Required action: Please set down the data word for word; images do not go in the copy.

:: Source material

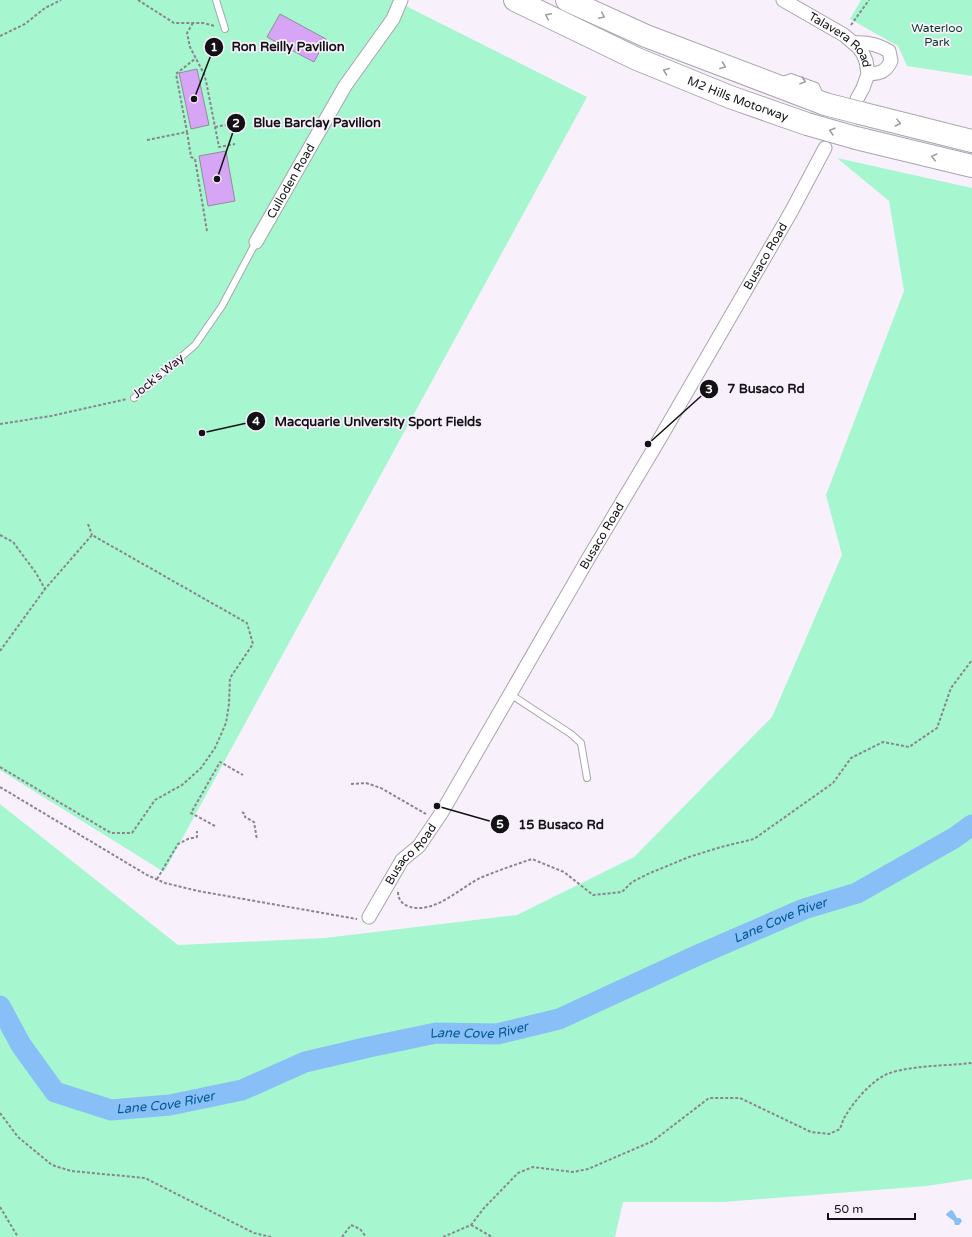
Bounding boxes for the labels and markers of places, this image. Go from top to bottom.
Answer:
callout: Ron Reilly Pavilion [204,34,353,59]
callout: Blue Barclay Pavilion [226,110,389,135]
callout: 7 Busaco Rd [699,376,813,401]
callout: Macquarie University Sport Fields [246,409,489,434]
callout: 15 Busaco Rd [490,812,612,837]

::::

Output:
Bounding boxes for the labels and markers of places, this image. Go from top to bottom.
Answer:
callout: Ron Reilly Pavilion [204,34,353,59]
callout: Blue Barclay Pavilion [226,110,389,135]
callout: 7 Busaco Rd [699,376,813,401]
callout: Macquarie University Sport Fields [246,409,489,434]
callout: 15 Busaco Rd [490,812,612,837]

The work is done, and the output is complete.